Be happy – the field you are in and the stuff you get to do is amazing and in its infancy. You have no idea what is possible yet, any more than a cave man could be depressed about the state of the wheel – luckily for us we can progress faster than it took for the rock wheel to progress to the BMW.
Be inquisitive – Although not widely known or believed by the mathematicians our field is a nature based science, like biology and physics. All the universe is just information – which cannot be destroyed, even in a black hole. Let this sink in – you are participating in the discovery of the workings of the universe, and the universe does a much better job at information processing and implementation than we do – discover the way it works. Turing had one idea, but it is not the universal model for making miracles out of binary.
Be confident –Doubt yourself, challenge yourself, but always be true to yourself. In the words of Dorianne Laux, “You’ve traveled this far on the back of every mistake” and Ralph Waldo Emerson, “To believe your own thought, to believe that what is true for you in your private heart is true for all men, — that is genius.” In fact, just read the whole thing again and often. The time of the field we are in requires constant re-assurance, and belief in yourself and your intuition is essential.
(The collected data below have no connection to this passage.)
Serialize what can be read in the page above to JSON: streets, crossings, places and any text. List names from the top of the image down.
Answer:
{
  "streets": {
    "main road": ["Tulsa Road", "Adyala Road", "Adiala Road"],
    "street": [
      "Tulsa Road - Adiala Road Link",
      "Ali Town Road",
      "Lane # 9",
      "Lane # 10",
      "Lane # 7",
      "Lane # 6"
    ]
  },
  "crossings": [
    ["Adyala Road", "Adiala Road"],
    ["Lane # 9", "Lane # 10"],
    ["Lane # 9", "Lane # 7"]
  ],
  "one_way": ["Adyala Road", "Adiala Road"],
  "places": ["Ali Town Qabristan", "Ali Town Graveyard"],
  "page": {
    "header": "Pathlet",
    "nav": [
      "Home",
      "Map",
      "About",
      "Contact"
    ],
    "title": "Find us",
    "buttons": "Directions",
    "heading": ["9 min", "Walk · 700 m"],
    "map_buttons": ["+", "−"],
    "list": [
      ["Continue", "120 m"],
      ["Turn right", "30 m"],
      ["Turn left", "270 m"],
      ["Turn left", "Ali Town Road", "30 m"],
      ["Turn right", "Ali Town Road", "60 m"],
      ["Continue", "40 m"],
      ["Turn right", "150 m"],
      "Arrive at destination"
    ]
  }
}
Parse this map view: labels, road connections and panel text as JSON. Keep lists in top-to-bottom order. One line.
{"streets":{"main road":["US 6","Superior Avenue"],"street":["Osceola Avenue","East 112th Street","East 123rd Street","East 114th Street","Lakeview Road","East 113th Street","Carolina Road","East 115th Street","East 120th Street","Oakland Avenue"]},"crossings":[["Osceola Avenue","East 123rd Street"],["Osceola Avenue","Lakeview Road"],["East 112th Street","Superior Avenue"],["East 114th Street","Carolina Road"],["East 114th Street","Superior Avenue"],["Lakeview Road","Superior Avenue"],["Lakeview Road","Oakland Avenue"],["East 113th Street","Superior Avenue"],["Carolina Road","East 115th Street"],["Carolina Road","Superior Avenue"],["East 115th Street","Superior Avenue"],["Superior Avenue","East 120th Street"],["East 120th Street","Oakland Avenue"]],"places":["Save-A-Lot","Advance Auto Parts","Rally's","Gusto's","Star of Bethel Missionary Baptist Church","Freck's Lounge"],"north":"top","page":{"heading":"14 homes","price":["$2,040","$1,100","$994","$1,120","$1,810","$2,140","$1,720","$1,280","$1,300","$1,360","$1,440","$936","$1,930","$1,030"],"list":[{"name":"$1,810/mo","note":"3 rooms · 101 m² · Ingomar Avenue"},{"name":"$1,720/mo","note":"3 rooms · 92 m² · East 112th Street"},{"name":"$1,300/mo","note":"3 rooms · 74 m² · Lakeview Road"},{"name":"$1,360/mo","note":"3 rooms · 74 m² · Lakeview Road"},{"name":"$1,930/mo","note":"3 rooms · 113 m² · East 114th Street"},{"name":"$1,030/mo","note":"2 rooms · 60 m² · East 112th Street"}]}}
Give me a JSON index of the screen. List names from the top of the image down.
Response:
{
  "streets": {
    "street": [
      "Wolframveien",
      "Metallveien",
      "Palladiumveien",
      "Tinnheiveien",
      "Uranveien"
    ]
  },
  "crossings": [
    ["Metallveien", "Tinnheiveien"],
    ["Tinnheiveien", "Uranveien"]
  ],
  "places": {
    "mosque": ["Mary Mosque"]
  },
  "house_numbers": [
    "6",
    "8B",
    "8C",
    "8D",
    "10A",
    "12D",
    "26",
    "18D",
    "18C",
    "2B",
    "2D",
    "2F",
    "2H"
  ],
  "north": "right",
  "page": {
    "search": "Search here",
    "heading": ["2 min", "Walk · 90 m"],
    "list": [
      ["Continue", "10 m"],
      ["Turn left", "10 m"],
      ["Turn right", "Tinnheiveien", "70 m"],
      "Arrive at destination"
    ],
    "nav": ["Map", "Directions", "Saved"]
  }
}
Be a new builder – unlike the knowledge that allows them, physical manifestations of new things do not come from the assembly of a bigger tower on the back of older bricks, built on assumptions that no longer hold merit. Build on old foundations wearily, as they are not what will manifest any new thing. Adopt the new foundations readily, abandoning old work without care. These new platforms will allow for new things, and will take none of the legacy of the old which will hinder your progress. The fish does not contain the information to build a tree.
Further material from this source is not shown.